Forever entwined with Lincoln mythology, French’s contribution to the Great emancipator’s legacy will be commemorated this summer with an observance of Lincoln’s 210th birthday.

A special exhibit will include books, broadsides, letters and prints—and a life mask taken in 1860—all documenting Lincoln’s life and highlighting the Lincoln-related work done by French.

All materials are from the Chapin Library and from the Chapin’s Chesterwood Archives, once held at French’s home in Stockbridge.

Also published this year at the behest of Chesterwood is the book, Monument Man by noted Lincoln historian, Harold Holzer. The book is a definitive biography of French and, according to Chesterwood Executive Director Donna Hassler, its inspiration came from the oft-repeated question from visitors, “How did he create the Lincoln Memorial.”

Chesterwood has been a center for the arts since 1897 when, impressed by the beauty of the Berkshires, French decided to create a summer retreat there. He commissioned his friend and colleague, Henry Bacon, to design a studio. French thought the best site would be where a barn once stood, offering a majestic view of Monument Mountain.

Construction began in April 1898 but, impatient to get underway, French started his work there only three months later before the building was even complete. By August 6th he was receiving callers.

And what a studio it was! As was a standard for fashionable artist’s studios of French’s time, it included a reception room as a gathering place where business visitors were received. It was there, also, that French relaxed by drawing and painting oil or pastel portraits of friends, family or neighbors in the north light of the French windows.

The family’s afternoon tea took place there when inclement weather precluded the use of the south-facing piazza.

The main work space in the studio is a 30-by-29-foot room with 26-foot-high walls, providing ample space for heroic equestrian models. Along with provisions for natural lighting—important in determining how his works would look in their final setting—French had other rigorous requirements. To be able to view work in progress en plein air, he devised a studio floor part of which was a standard-gauge flatcar that could be pushed outdoors on tracks. French could thus judge his works’ effect in the open. The artist could gain perspective on his work by standing down in the field to get the appropriate viewing distance.

It was in the adjacent casting room that clay models were cast in plaster for further sculptural development and later casting in bronze. Plaster casts and discarded clay models were lowered through trap doors to be dealt with in the cellar.

Chesterwood was an artist’s home and its fine arts collection includes the of art works of Daniel Chester French—in fact, one of the largest collections of a single sculptor in the country.

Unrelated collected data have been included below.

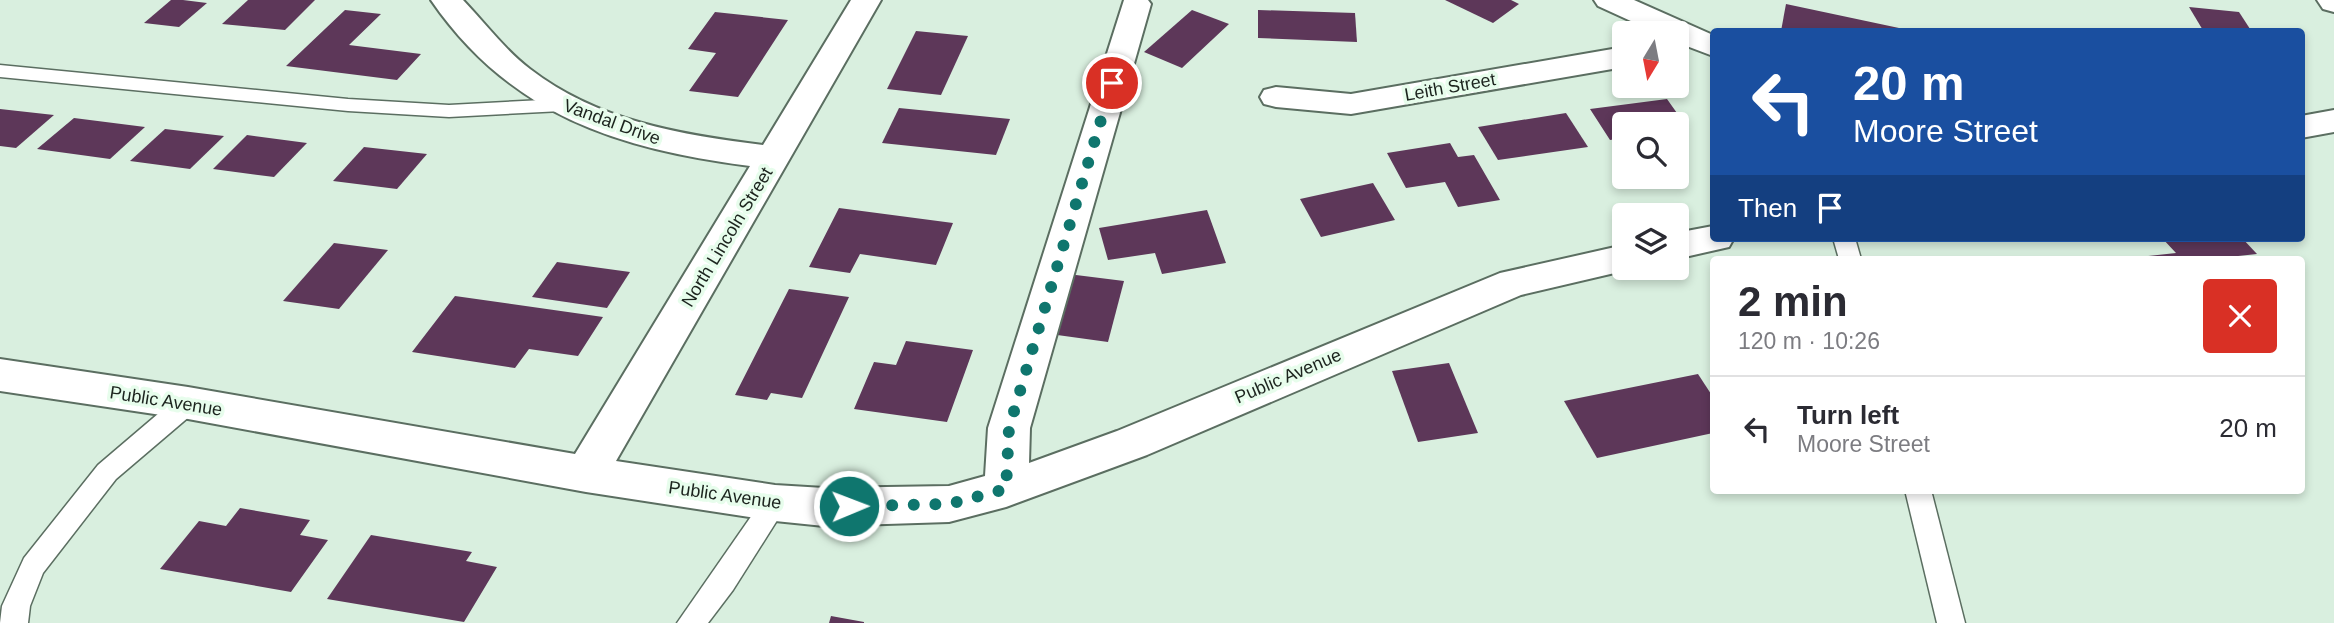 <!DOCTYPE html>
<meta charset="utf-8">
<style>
:root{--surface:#fff;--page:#f2f2f3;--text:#2b2b33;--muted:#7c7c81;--line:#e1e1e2}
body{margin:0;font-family:Arial,sans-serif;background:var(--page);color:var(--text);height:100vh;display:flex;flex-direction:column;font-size:26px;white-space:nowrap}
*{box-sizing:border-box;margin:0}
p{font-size:23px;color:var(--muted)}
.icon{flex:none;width:38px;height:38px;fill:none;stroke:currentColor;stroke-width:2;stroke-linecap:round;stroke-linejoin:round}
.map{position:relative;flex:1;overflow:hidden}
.details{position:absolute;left:1710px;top:256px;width:595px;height:238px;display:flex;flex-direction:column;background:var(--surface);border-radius:7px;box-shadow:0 4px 10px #0003}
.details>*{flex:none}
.guide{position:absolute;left:1710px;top:28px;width:595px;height:214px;border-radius:7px;box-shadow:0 4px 10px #0003;background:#1a4fa0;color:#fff;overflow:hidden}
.needle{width:46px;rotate:190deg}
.tools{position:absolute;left:1612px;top:21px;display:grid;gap:14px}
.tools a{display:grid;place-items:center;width:77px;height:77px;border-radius:7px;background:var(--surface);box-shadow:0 4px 10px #0003;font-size:35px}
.pin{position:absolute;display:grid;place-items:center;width:60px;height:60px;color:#fff;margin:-30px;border:4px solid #fff;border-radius:50%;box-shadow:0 2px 7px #0007}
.me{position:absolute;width:77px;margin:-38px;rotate:89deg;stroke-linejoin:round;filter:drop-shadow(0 0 5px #0008)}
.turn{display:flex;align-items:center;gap:24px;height:147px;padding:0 28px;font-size:32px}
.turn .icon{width:91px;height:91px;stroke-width:2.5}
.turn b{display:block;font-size:49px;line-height:60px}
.then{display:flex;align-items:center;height:66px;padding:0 28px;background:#0003;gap:14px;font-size:26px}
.round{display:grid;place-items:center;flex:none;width:74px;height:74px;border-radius:7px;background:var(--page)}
.headline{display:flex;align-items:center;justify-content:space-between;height:119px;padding:0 28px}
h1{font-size:42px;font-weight:700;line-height:52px}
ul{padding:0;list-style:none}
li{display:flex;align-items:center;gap:21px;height:105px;padding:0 28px;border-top:2px solid var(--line)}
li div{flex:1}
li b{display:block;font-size:26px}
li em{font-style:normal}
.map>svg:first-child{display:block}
</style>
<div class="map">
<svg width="2334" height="623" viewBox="0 0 2334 623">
<rect width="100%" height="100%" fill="#d9efdf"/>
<g fill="#5d3759">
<polygon points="171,0 183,0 207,3 179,27 144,23"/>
<polygon points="248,0 315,0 285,30 222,24"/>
<polygon points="1445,0 1511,0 1519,4 1493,23"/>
<polygon points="1786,4 1899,28 1899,32 1781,31"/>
<polygon points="2189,7 2239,12 2252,32 2204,32"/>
<polygon points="345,10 381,14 349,45 421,54 397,80 286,66"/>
<polygon points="1192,10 1229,24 1182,68 1144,52"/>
<polygon points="1258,10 1355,13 1357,42 1258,38"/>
<polygon points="715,12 788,20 738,97 689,91 716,53 688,49"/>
<polygon points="916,31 968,36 941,95 887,89"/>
<polygon points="1667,99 1689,130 1676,132 1676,124 1624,124 1624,138 1610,140 1590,109"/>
<polygon points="899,108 1010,119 996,155 882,143"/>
<polygon points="0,109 54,115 16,148 0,146"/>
<polygon points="1566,113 1588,147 1498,160 1478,127"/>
<polygon points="74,118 145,127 110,159 37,149"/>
<polygon points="165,129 224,136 190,169 130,161"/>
<polygon points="247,135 307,143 274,177 213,169"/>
<polygon points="1450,143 1458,157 1474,155 1500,200 1458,207 1445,182 1406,188 1387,153"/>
<polygon points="364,147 427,154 397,189 333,181"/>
<polygon points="1373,183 1395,220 1321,237 1300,199"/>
<polygon points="839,208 953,223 936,265 860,254 850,273 809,267"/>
<polygon points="1207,210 1226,263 1162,274 1155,253 1108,260 1099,228"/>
<polygon points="2162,238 2242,238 2257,254 2210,259 2141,259 2139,257 2176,253"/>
<polygon points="334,243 388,250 339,309 283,301"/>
<polygon points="557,262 630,272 607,308 532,297"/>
<polygon points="1068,274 1124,281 1108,342 1050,334"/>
<polygon points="789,289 849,297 802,398 771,393 767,400 735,395"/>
<polygon points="455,296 603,317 578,356 529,349 515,368 412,352"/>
<polygon points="906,341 973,350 947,422 854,409 874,362 896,365"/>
<polygon points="1449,363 1478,433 1418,442 1392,371"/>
<polygon points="1698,374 1713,397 1713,433 1597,458 1564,401"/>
<polygon points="240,508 310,520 300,535 328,540 291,592 160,569 199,521 226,526"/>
<polygon points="371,535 472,552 466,561 497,567 464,622 327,599"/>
<polygon points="831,616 864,622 864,623 829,623"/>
</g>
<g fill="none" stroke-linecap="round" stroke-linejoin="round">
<g stroke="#5b6e61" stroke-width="3">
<g id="service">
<polygon points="0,65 348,99 449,105 562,99 569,101 572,105 569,109 562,111 449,117 348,111 0,77"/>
<polygon points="1833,238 1855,238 1861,259 1839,259"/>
<polygon points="188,393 197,396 200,403 197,410 116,479 43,573 30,606 28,623 0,623 2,606 24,558 98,465 179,396"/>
<polygon points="1905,490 1931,490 1965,623 1937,623"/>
<polygon points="775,492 784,495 788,503 733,590 708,623 677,623 766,495"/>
</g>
</g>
<g stroke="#5b6e61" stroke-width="4">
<g id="minor">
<path d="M431,0H463C485,23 505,50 530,69C597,121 682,135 763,145L851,0H881L616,461L775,485L824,488L949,486L985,476L988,428L1124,0H1148L1151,4L1030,428L1029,463L1117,431L1500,273L1624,245V268H1636L1521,295L1147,455L1006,507L949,522L824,526L775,521L586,492L188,419L0,391V359L188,387L575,454L750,166C618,149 510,115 431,0Z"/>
<polygon points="1594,0 1634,0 1713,35 1713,56 1676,42 1676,33 1657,33 1598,6"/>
<polygon points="2317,0 2334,0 2334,12 2323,9"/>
<polygon points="1624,47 1624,67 1351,114 1276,107 1264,104 1260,97 1264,90 1276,87 1351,94"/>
<polygon points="2334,110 2334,132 2301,138 2301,116"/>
<polygon points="1713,226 1713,238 1734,238 1729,247 1676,259 1676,233"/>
</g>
</g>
<use href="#service" fill="#fff" fill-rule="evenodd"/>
<use href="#minor" fill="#fff" fill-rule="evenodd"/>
</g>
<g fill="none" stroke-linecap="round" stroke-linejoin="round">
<polyline stroke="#0f766e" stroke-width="12" stroke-dasharray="0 21.6" points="849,506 949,504 1006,489 1009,428 1112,83"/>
</g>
<g text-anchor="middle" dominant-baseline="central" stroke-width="7" stroke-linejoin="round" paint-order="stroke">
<g font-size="18" fill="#1c241e" stroke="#e7fdec">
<text transform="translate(1450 87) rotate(-10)">Leith Street</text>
<text transform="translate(612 122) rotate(20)">Vandal Drive</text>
<text transform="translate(727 237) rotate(-59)">North Lincoln Street</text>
<text transform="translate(1288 376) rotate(-23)">Public Avenue</text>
<text transform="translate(166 401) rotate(9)">Public Avenue</text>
<text transform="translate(725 495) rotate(8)">Public Avenue</text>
</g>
</g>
</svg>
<div class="tools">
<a><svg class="needle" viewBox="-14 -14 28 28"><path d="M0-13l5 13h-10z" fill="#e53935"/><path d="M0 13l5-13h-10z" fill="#7c7c81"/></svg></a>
<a><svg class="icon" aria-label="search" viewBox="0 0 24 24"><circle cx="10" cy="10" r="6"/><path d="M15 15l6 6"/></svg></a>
<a><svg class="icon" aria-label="layers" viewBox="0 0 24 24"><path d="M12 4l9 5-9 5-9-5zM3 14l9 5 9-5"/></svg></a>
</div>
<div class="pin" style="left:1112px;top:83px;background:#d93025"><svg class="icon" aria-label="arrive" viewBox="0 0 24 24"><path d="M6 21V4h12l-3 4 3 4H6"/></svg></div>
<svg class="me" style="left:849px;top:506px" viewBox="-20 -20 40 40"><circle r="17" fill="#0f766e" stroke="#fff" stroke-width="3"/><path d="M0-11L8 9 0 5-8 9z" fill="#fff"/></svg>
<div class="guide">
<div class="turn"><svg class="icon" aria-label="left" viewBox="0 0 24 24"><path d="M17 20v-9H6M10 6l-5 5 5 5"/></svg><div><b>20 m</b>Moore Street</div></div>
<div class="then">Then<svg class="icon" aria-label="arrive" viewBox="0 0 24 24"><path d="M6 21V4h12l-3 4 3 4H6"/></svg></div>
</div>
<section class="details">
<div class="headline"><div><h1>2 min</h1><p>120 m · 10:26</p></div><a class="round" style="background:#d93025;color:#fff"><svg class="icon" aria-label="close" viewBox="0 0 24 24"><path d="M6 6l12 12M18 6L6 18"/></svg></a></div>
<ul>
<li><svg class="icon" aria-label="left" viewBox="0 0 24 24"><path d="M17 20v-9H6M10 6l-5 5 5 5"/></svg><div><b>Turn left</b><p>Moore Street</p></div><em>20 m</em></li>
</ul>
</section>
</div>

Housed in the studio, residence, barn gallery and the newly opened Collections Gallery are almost 500 statues, 23 oil paintings, and 13 portrait pastels—all by French. Plastilene models and plaster casts for major sculptural commissions enable the collection to illustrate French’s working methods and creative process.

The Chesterwood collections also include furnishings such as European and American furniture, textiles such as rugs, curtains and bed coverings, and decorative arts objects—place settings, silver, glass, knick-knacks, table-top sculpture, and even a brass menorah. The objects span six centuries and give insight to the family’s taste and lifestyle.

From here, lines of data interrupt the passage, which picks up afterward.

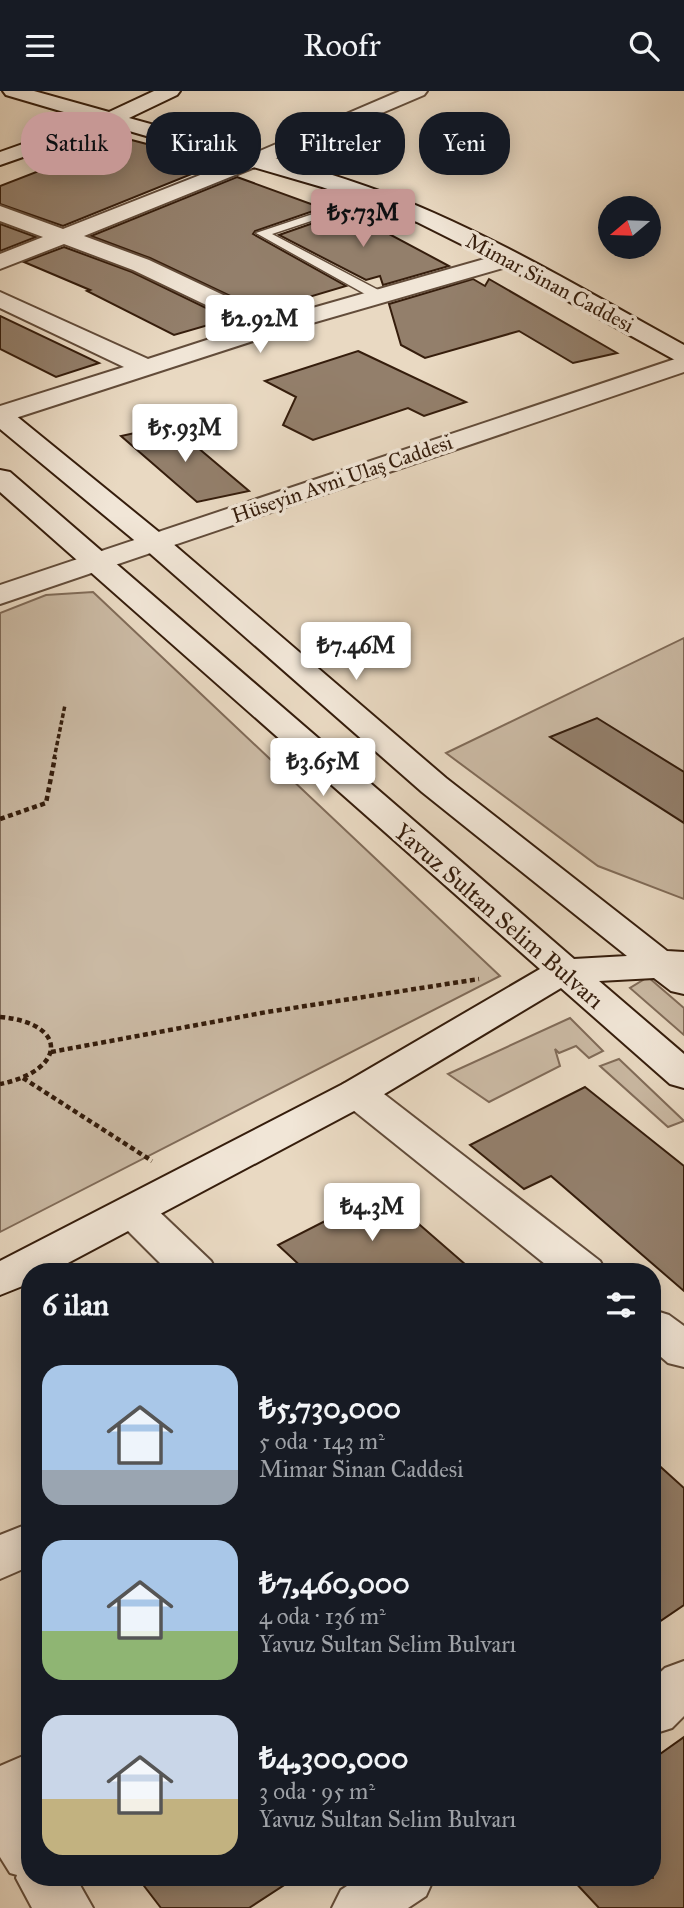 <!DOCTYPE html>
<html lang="tr">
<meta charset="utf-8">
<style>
body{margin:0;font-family:"IM FELL Great Primer",serif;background:#20242c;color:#f1f3f6;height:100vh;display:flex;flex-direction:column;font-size:26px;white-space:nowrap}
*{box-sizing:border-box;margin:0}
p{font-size:23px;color:#9ea1a6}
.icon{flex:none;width:38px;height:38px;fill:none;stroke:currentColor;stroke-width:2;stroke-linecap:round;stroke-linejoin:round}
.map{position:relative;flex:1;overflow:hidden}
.side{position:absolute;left:21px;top:1172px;width:640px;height:623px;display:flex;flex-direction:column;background:#171b24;border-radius:28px;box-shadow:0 4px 18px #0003}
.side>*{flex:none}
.banner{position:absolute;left:21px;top:21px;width:642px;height:63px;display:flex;gap:14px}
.needle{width:46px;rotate:251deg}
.tools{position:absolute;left:598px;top:105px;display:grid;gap:14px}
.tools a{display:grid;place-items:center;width:63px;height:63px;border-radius:50%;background:#171b24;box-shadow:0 4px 18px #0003;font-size:35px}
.price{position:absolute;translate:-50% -60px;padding:0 16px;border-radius:7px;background:#fff;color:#222;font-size:23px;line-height:46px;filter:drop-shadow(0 2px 4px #0008)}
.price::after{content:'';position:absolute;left:50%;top:42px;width:21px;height:16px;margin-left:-10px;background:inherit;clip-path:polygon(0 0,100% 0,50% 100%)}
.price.current{background:#c59692;color:#111}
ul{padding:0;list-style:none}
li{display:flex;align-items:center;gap:21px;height:175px;padding:0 21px}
li span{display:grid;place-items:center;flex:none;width:196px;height:140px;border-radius:21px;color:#555}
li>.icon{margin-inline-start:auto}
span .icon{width:84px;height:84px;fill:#fffc;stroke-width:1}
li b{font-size:30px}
h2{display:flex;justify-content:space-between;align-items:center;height:84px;padding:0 21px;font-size:30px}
.pill{padding:0 24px;border-radius:28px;background:#171b24;box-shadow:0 4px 18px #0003;font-size:24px;line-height:63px}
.pill.current{background:#c59692;color:#111}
header{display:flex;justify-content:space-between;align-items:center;height:91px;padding:0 21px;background:#171b24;font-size:32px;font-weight:600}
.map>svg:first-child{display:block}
.green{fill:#cab9a3;stroke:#806b58;stroke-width:2}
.building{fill:#937f6b;stroke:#351d0c;stroke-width:2}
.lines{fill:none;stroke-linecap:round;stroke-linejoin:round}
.lane-casing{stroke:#624c3a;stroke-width:3}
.street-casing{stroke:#624c3a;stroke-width:4}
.secondary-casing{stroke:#351d0c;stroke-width:4}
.path-far1{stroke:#351d0c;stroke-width:3.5;stroke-dasharray:4.5 2.5;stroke-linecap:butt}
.path{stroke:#351d0c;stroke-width:4.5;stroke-dasharray:5 3.5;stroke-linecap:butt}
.lane{fill:#f1e6d7;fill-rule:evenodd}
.street{fill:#f1e6d7;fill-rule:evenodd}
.secondary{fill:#f1e6d7;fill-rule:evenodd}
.labels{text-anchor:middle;stroke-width:7;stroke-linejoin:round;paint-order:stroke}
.far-street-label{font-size:21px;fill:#351d0c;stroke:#f1e6d7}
.street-label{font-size:24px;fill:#351d0c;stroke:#f1e6d7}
</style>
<header><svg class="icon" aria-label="menu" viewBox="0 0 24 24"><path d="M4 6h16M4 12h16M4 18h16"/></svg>Roofr<svg class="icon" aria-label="search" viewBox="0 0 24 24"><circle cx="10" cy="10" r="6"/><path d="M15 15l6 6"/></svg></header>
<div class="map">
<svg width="684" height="1817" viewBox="0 0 684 1817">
<rect width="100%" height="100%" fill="#e9d9c2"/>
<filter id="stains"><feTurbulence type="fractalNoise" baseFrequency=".00286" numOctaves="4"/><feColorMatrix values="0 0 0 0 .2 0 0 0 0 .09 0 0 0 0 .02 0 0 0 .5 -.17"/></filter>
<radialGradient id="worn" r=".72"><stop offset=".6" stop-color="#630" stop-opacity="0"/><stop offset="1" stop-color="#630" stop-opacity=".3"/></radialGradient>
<!-- green -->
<g class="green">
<polygon points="93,501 500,885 0,1141 0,522 46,504"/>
<polygon points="684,547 684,808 598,775 446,662"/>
<polygon points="648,886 684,917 684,944 630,897"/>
<polygon points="570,927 603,960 589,967 576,955 559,962 555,958 560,975 489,1011 448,983"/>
<polygon points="619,968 684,1030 668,1036 600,975"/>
</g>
<!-- building -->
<g class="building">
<polygon points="124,47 219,72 63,135 0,113 0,95"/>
<polygon points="237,86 322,117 255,140 253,143 346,195 299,209 294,206 258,218 150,167 91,145"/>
<polygon points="339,123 357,130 363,129 449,175 383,194 380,185 366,189 279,144"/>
<polygon points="0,133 36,146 0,160"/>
<polygon points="64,156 132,181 229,228 174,244 87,200 90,199 24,171"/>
<polygon points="473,188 485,195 489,188 617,262 573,272 519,240 425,267 401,254 389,213"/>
<polygon points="0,225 99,272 56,286 0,258"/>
<polygon points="358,260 466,311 424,325 408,317 313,349 283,334 296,306 265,290"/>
<polygon points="171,334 249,400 197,411 121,345"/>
<polygon points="597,627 684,681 684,732 550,646"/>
<polygon points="585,996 684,1075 684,1200 551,1085 524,1098 470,1054"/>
<polygon points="382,1101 474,1181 307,1181 278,1154"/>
<polygon points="653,1369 684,1397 684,1514 653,1535"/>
<polygon points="684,1646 684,1817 599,1817 571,1787 653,1787 653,1668"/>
<polygon points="138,1787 295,1787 249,1817 161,1817"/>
</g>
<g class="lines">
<!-- lane casing -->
<g class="lane-casing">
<polygon id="lane" points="334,116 344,119 272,143 384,202 384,208 374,208 256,142"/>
</g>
<!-- street casing -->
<g class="street-casing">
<g id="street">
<polygon points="400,0 427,0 424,4 260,74 84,145 149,169 274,228 509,161 517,163 520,168 517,173 281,241 0,332 0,315 124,276 0,217 0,201 148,268 250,235 133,179 64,153 0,178 0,163 43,146 0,130 0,115 63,138 246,66"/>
<polygon points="684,265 684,281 0,513 0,494"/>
<polygon points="357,989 371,993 600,1170 606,1181 555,1181 343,1011 337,1002 343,993"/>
<polygon points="133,1106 148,1110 211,1170 217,1181 169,1181 118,1130 112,1120 118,1110"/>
<polygon points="653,1219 669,1224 684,1235 684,1276 668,1272 653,1259"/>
<polygon points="30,1432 30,1475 0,1488 0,1444"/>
<polygon points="684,1570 684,1625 672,1637 653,1643 653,1588 665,1577"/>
<polygon points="30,1662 30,1787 76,1787 93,1817 32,1817 16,1787 17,1784 10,1782 0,1766 0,1675"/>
<polygon points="359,1787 434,1787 426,1805 408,1817 332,1817 341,1799"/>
</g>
</g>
<!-- secondary casing -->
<g class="secondary-casing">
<g id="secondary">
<path d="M 3,0 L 34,0 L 109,21 L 154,0 L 180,0 L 177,4 L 129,27 C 230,56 338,79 434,122 C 520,160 602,209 684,254 L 684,271 L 675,269 L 501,173 L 417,131 L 322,96 L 112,35 L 0,74 L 0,61 L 91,29 L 6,4 Z"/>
<polygon points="0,317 9,319 165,446 446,687 667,860 684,861 684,903 671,900 654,887 599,890 684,963 684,997 670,993 561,897 371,1011 51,1181 30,1181 30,1192 0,1204 0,1170 343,993 540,878 0,401 0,379 10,381 574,868 627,865 422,701 145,458 0,338"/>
</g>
</g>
<!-- path-far1 -->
<polyline class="path-far1" points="54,668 65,614"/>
<!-- path -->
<g class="path">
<polyline points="0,728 46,712 55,666"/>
<path d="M 0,926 C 70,932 66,980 0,993"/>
<polyline points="51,961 267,921 479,888"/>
<polyline points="23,987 152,1070"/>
</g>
<!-- lane -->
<use href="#lane" class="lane"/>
<!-- street -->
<use href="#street" class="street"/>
<!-- secondary -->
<use href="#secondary" class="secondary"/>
</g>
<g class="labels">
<!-- far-street labels -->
<g class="far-street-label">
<text transform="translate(550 192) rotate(28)" y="7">Mimar Sinan Caddesi</text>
<text transform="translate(342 388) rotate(-19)" y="7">Hüseyin Avni Ulaş Caddesi</text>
</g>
<!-- street labels -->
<g class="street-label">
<text transform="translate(499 825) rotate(41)" y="8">Yavuz Sultan Selim Bulvarı</text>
</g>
</g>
<rect width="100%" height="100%" filter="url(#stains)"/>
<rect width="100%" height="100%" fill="url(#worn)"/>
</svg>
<div class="tools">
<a><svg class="needle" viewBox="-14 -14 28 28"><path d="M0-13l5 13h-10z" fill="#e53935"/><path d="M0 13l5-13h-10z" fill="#9ea1a6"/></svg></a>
</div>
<b class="price current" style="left:363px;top:158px">₺5.73M</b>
<b class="price" style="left:260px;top:264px">₺2.92M</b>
<b class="price" style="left:185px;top:373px">₺5.93M</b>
<b class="price" style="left:356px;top:591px">₺7.46M</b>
<b class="price" style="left:323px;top:707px">₺3.65M</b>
<b class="price" style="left:372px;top:1152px">₺4.3M</b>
<div class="banner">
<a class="pill current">Satılık</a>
<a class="pill">Kiralık</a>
<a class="pill">Filtreler</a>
<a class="pill">Yeni</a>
</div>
<section class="side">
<h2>6 ilan<svg class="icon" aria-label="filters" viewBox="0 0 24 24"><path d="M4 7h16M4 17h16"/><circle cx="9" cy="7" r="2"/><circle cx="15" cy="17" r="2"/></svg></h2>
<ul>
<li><span style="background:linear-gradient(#a9c7e8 75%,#9aa5b1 0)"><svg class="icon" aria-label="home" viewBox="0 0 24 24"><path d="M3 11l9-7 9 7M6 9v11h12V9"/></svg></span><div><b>₺5,730,000</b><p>5 oda · 143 m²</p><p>Mimar Sinan Caddesi</p></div></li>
<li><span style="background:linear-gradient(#a9c7e8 65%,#8fb573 0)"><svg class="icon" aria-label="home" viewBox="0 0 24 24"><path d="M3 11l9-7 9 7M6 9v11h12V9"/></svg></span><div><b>₺7,460,000</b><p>4 oda · 136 m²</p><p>Yavuz Sultan Selim Bulvarı</p></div></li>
<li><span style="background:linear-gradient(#c9d6e8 60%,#c2b280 0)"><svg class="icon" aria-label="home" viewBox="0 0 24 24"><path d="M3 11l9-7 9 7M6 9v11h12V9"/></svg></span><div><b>₺4,300,000</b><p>3 oda · 95 m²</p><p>Yavuz Sultan Selim Bulvarı</p></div></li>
</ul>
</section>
</div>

From time to time, French would display his own works as well as works by his artist friends on the grounds at Chesterwood, making it one of the earliest venues in the United States to showcase large-scale works in an outdoor setting. It is a tradition that has continued under the National Trust. Since 1978 almost 600 emerging and established artists’ works have been exhibited in the annual sculpture show, Contemporary Sculpture at Chesterwood.